Remove duplicate placements for rook-ceph dameons due to specifying with all & specific key #2973

malayparida2000 · 2025-01-22T16:39:57Z

Rook creates the rook-ceph daemon's placement by merging the "all" and specific key placements. The OCS operator specifies the default OCS tolerations and node affinity in both the "all" key and the specific key leading to duplicated placements. To avoid this, skip specifying the default OCS tolerations and node affinity with the specific key.

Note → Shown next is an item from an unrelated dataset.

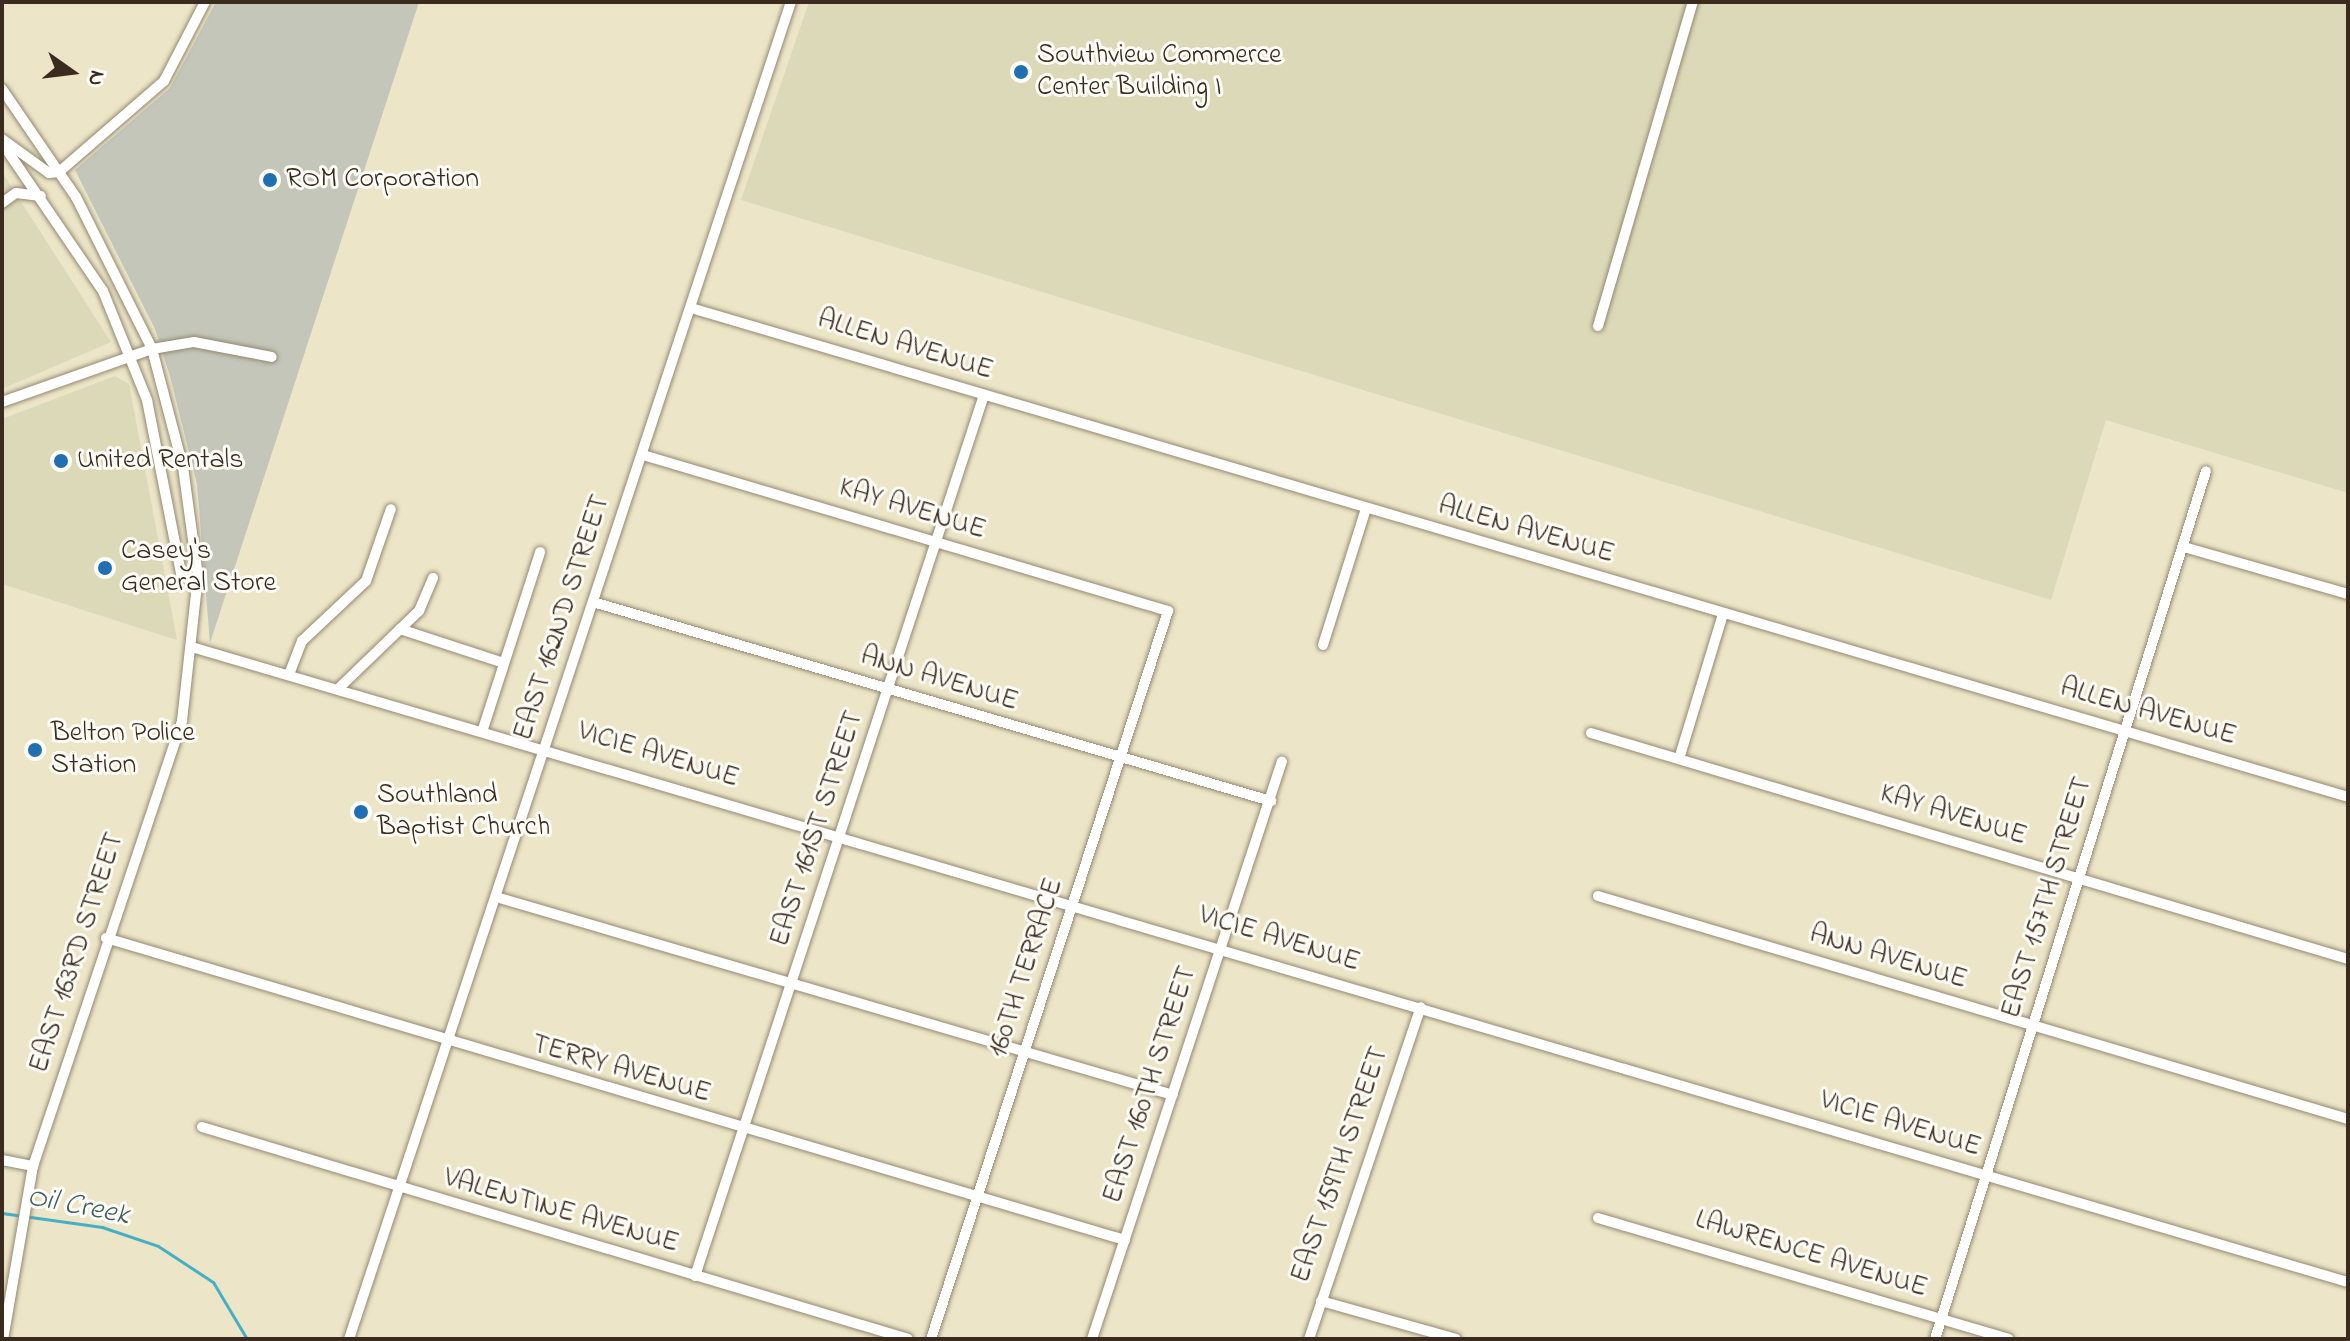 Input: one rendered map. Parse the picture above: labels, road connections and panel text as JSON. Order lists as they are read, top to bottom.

Rook creates some rook-ceph daemon's placement by merging the "all" and specific key placements. The OCS operator specifies the default OCS tolerations and node affinity in both the "all" key and the specific key leading to duplicated placements. To avoid this, skip specifying the default OCS tolerations and node affinity with the specific key. Signed-off-by: Malay Kumar Parida <[email protected]>

Signed-off-by: Malay Kumar Parida <[email protected]>

malayparida2000 · 2025-01-23T10:37:27Z

@travisn @parth-gr After looking at the possible sollutions & how it works I still think the fix has to come on rook side only. As ocs-operator supports specification of placement on the storagecluster CR at spec.placement. Even if we resolve the duplicate specification by ocs-operator. A customer can still end up specifiying same tolerations ones at the "all" key and again with a specific key like "mgr", And we will end up having duplicates. As rook is the last place which creates the pod spec that should be the ideal place to remove the duplicates if any.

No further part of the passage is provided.